L'échelle exponentielle
L'observation part d'un cas concret, familier à tout développeur :
- Bug fix : 30 minutes. Le développeur identifie le problème, écrit le correctif, le teste localement. Le travail technique est fait.
- Code review : 5 heures. Le correctif doit être soumis en pull request, un reviewer doit être disponible, lire le contexte, comprendre le changement, faire des commentaires, attendre les réponses, approuver. Même si le travail de revue ne prend que 15 minutes, le wall-clock time explose à cause des files d'attente et des changements de contexte.
- Design doc : 1 semaine. Si le changement est jugé suffisamment important pour nécessiter un document de design, il faut le rédiger, le faire circuler, recueillir les commentaires de plusieurs parties prenantes, itérer, obtenir l'approbation. Chaque intervenant a son propre emploi du temps et ses propres priorités.
- Coordination inter-équipes : 1 trimestre. Si le changement touche plusieurs équipes, il faut aligner les roadmaps, planifier dans les sprints respectifs, négocier les priorités, gérer les dépendances. On entre dans le temps organisationnel, mesuré en semaines et en mois.
Pourquoi le facteur est de 10x et non de 2x
Le multiplicateur n'est pas linéaire parce que chaque couche n'ajoute pas simplement du travail — elle ajoute de l'attente. Le travail de revue proprement dit peut être court, mais le temps entre la soumission et le début de la revue, entre les commentaires et les réponses, entre la demande de changements et la re-soumission, ces temps morts s'accumulent.
Chaque personne impliquée dans le processus a ses propres priorités, ses propres réunions, ses propres urgences. Le changement en attente de revue n'est jamais la priorité numéro un du reviewer. Il attend dans une file, parmi d'autres changements, d'autres tâches, d'autres sollicitations.
L'IA ne résout pas ce problème
Pennarun souligne que l'enthousiasme actuel pour les agents IA de codage passe complètement à côté de ce problème. L'IA peut écrire le bug fix en 5 minutes au lieu de 30. Elle peut même rédiger le design doc plus vite.
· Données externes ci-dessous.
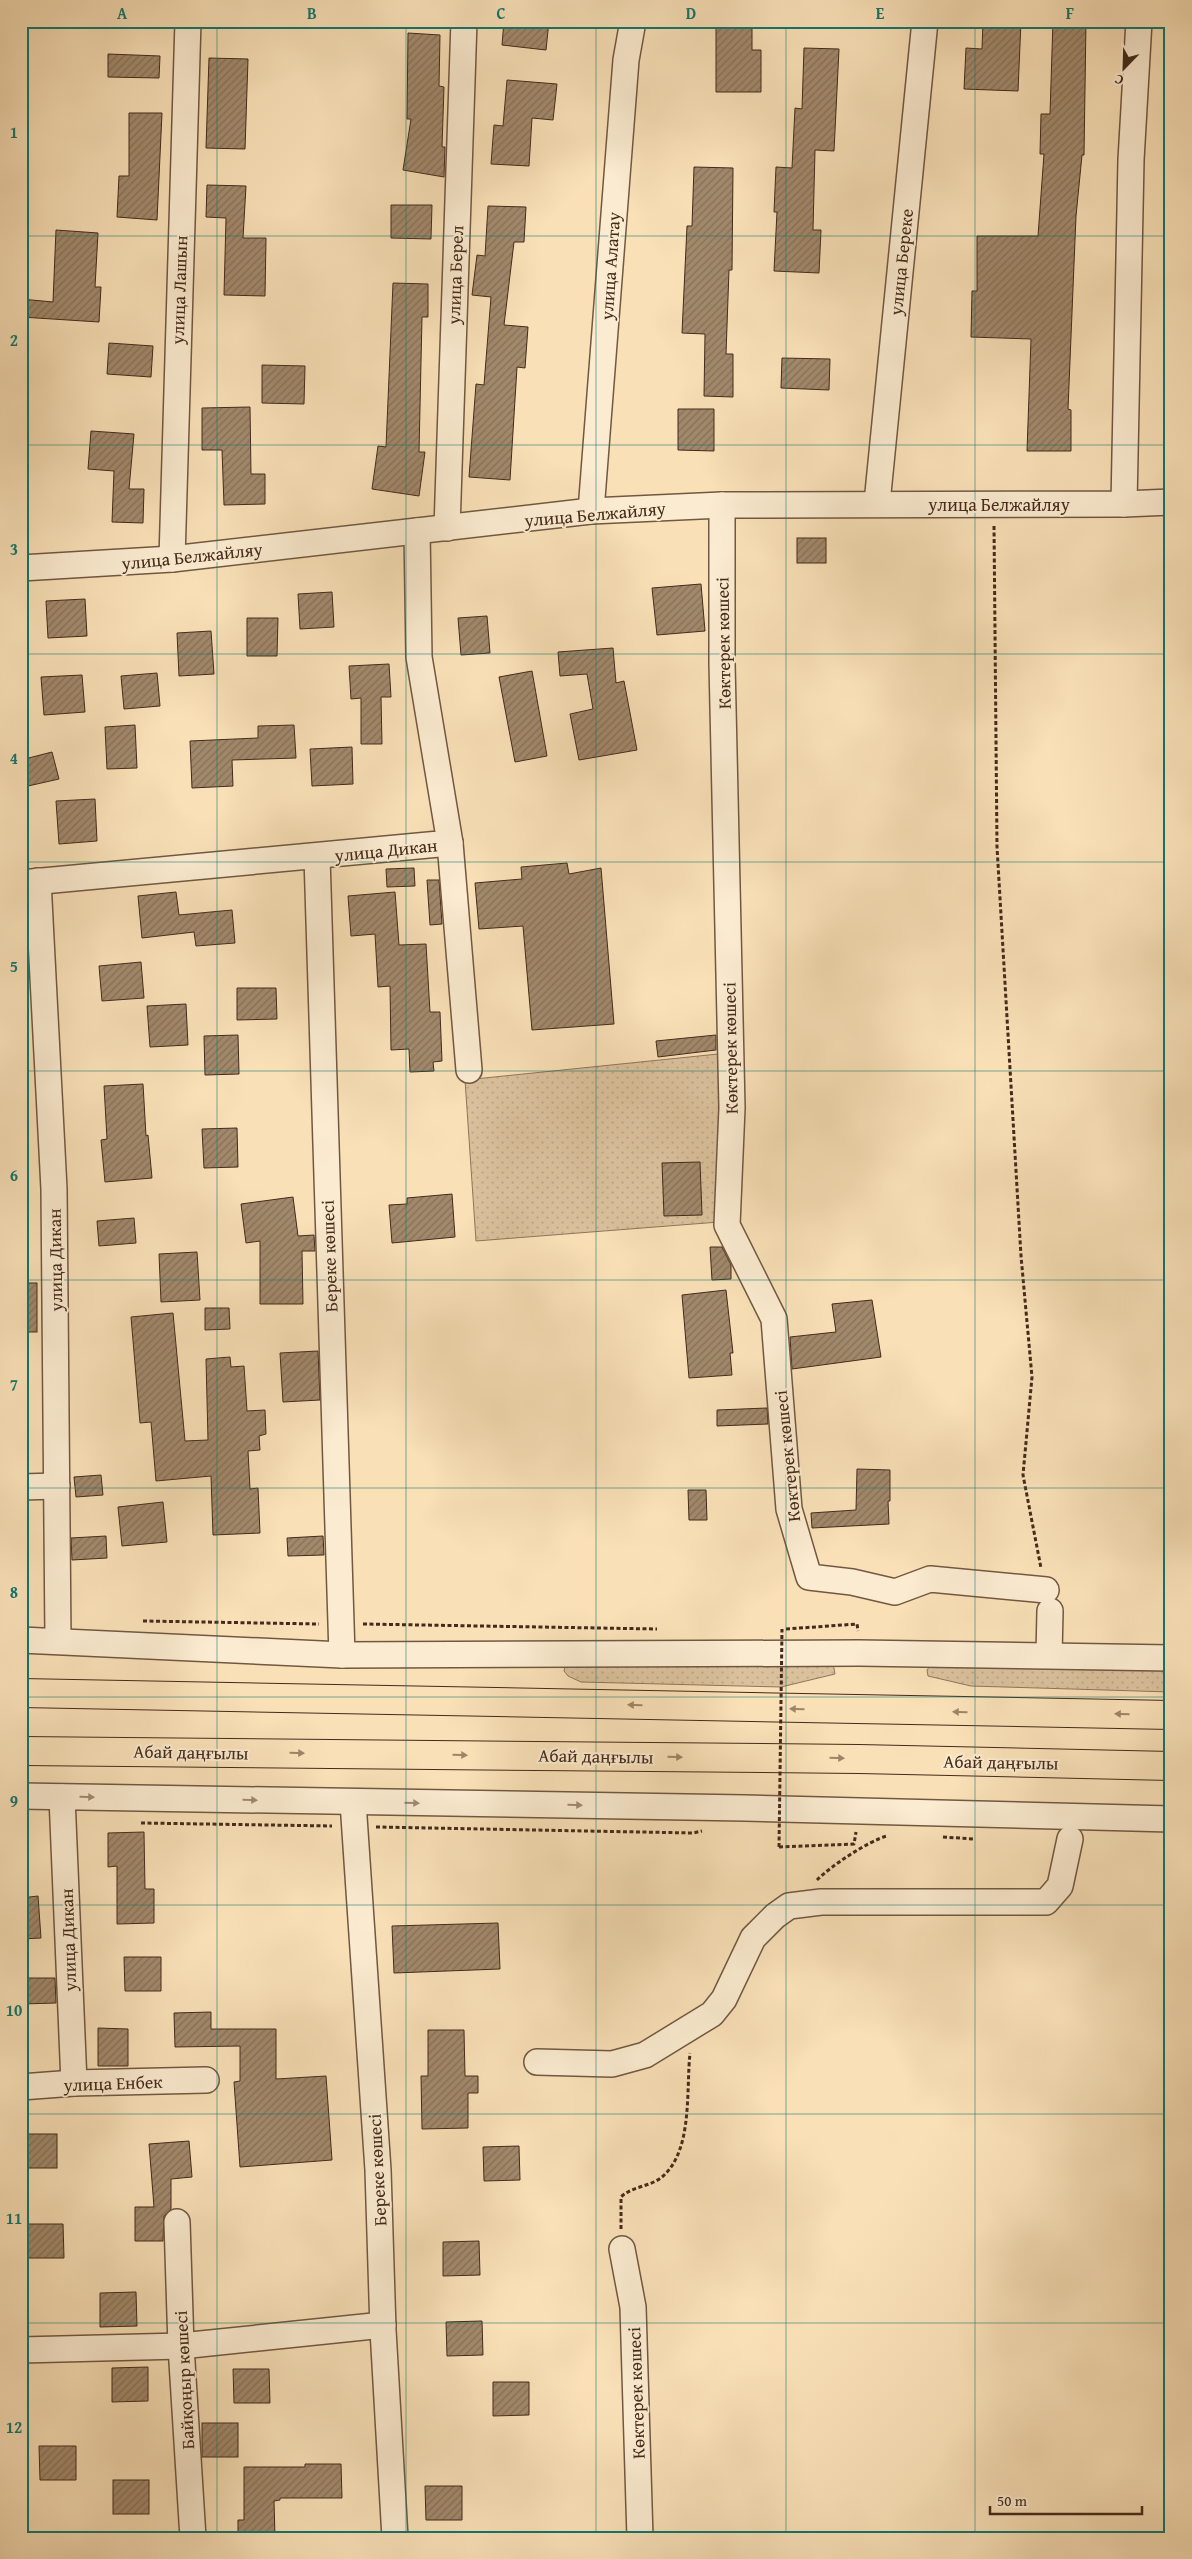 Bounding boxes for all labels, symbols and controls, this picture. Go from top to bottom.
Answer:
text: A [117,1,128,25]
text: B [307,1,317,25]
text: C [496,1,506,25]
text: D [686,1,696,25]
text: E [876,1,885,25]
text: F [1066,1,1074,25]
north arrow [1100,42,1150,92]
text: С [1111,69,1126,91]
text: 1 [10,120,18,144]
street label: улица Береке [882,207,920,318]
street label: улица Алатау [593,211,627,322]
street label: улица Берел [440,225,470,326]
street label: улица Лашын [164,235,194,346]
text: 2 [10,328,18,352]
street label: улица Белжайляу [927,491,1070,518]
street label: улица Белжайляу [522,494,667,534]
street label: улица Белжайляу [119,535,264,577]
text: 3 [10,537,18,561]
street label: Көктерек көшесі [708,577,738,709]
text: 4 [10,746,18,770]
street label: улица Дикан [332,831,439,869]
text: 5 [10,954,18,978]
street label: Көктерек көшесі [715,982,745,1114]
text: 6 [10,1163,18,1187]
street label: Береке көшесі [314,1199,344,1313]
street label: улица Дикан [41,1208,69,1313]
text: 7 [10,1372,18,1396]
street label: Көктерек көшесі [767,1389,807,1523]
text: 8 [10,1580,18,1604]
one-way arrow [626,1701,642,1709]
one-way arrow [789,1705,805,1713]
one-way arrow [951,1708,967,1716]
one-way arrow [1114,1710,1130,1718]
street label: Абай даңғылы [133,1737,249,1767]
street label: Абай даңғылы [538,1741,654,1771]
street label: Абай даңғылы [943,1747,1059,1777]
one-way arrow [290,1750,306,1758]
one-way arrow [452,1751,468,1759]
one-way arrow [667,1753,683,1761]
one-way arrow [830,1754,846,1762]
text: 9 [10,1789,18,1813]
one-way arrow [80,1793,96,1801]
one-way arrow [242,1796,258,1804]
one-way arrow [405,1799,421,1807]
one-way arrow [567,1801,583,1809]
street label: улица Дикан [53,1888,83,1993]
text: 10 [6,1998,22,2022]
street label: улица Енбек [62,2068,164,2098]
street label: Береке көшесі [361,2113,393,2227]
text: 11 [6,2206,22,2230]
street label: Байқоңыр көшесі [167,2310,201,2450]
street label: Көктерек көшесі [620,2327,652,2459]
text: 12 [6,2415,22,2439]
scale bar [990,2484,1142,2516]
text: 50 m [997,2490,1028,2511]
Mais elle ne peut pas réduire le temps que le reviewer met à trouver un créneau pour lire la PR. Elle ne peut pas accélérer l'alignement entre équipes qui ont des objectifs différents.
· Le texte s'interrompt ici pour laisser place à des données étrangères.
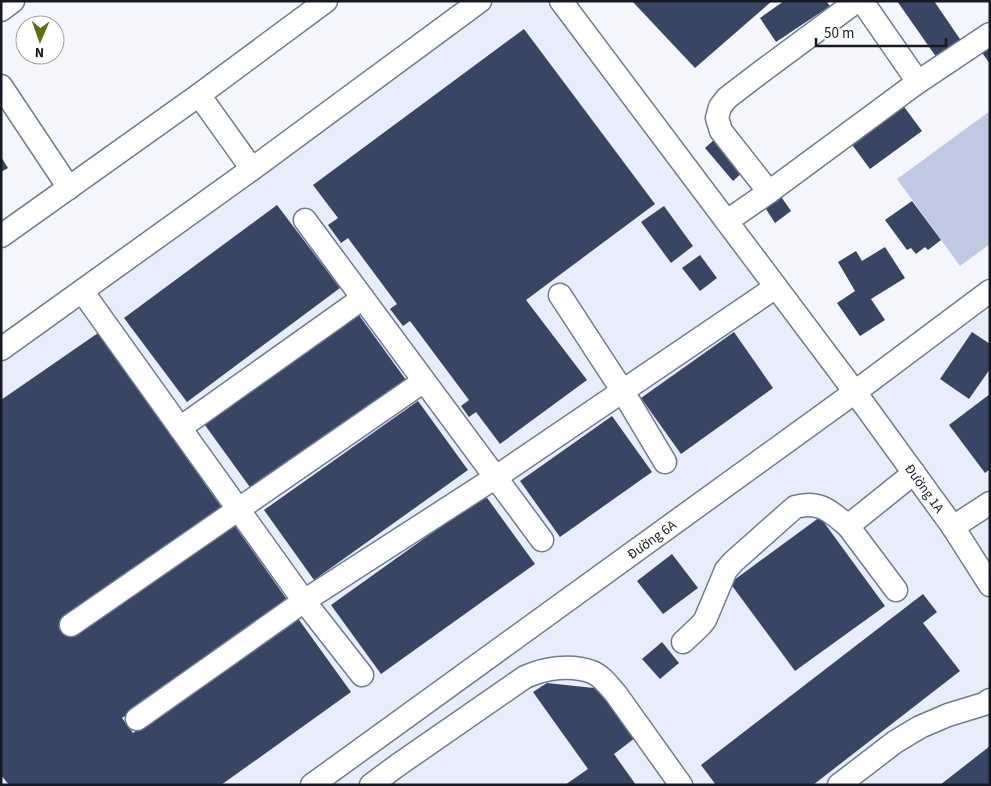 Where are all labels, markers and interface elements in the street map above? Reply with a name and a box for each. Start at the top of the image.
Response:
north arrow [15,15,65,65]
scale bar [816,15,946,47]
text: 50 m [824,23,854,44]
text: N [35,42,45,62]
street label: Đường 1A [899,460,949,518]
street label: Đường 6A [623,515,681,565] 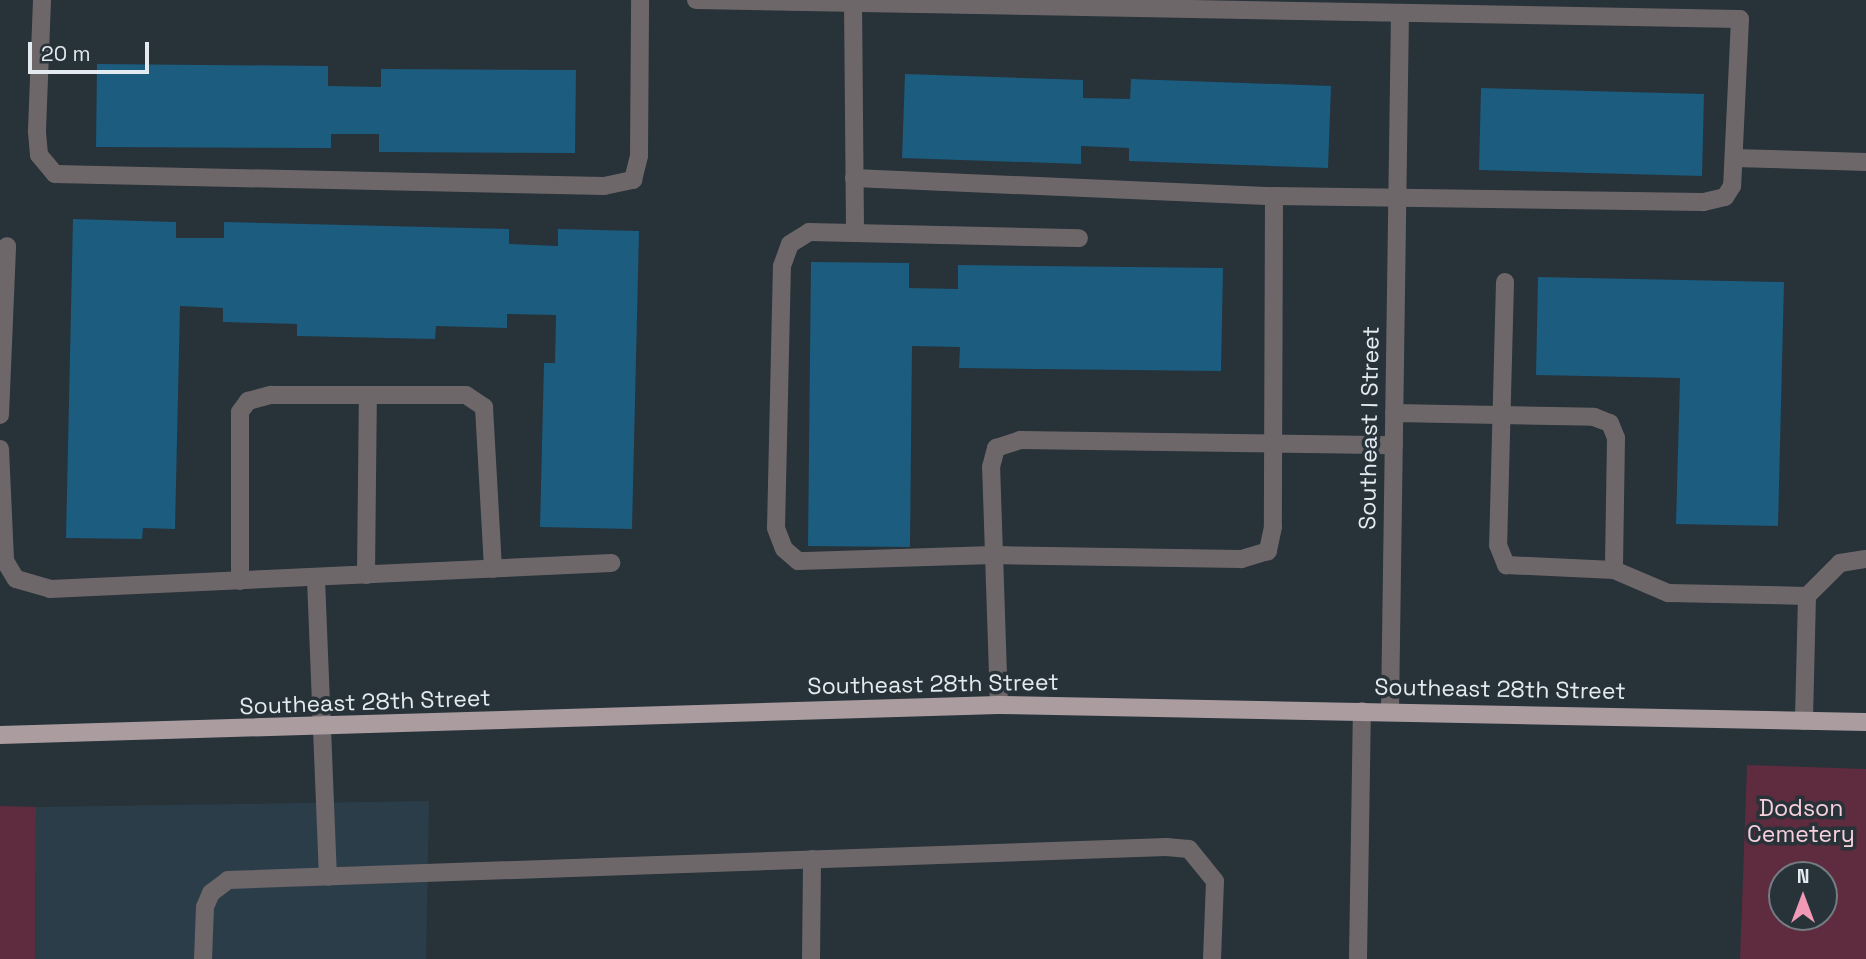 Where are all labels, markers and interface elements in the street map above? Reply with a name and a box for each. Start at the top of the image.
scale bar [32,28,152,72]
text: 20 m [41,40,91,67]
street label: Southeast I Street [1353,326,1385,530]
street label: Southeast 28th Street [807,668,1059,700]
street label: Southeast 28th Street [1374,673,1626,705]
street label: Southeast 28th Street [239,684,491,720]
park label: Dodson Cemetery [1747,794,1855,848]
north arrow [1768,861,1838,931]
text: N [1797,864,1809,889]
Le goulot d'étranglement n'est pas le temps de production — c'est le temps d'approbation. Et ce temps d'approbation est fondamentalement un problème humain et organisationnel, pas un problème technique.
Implications organisationnelles
La conclusion implicite est que les organisations qui veulent réellement accélérer leur livraison devraient se concentrer sur la réduction du nombre de couches d'approbation plutôt que sur l'accélération de l'écriture de code. Chaque couche retirée divise le temps par 10. Investir dans la confiance, l'autonomie des équipes et des processus de déploiement plus directs a un effet multiplicateur bien supérieur à n'importe quel outil de codage IA.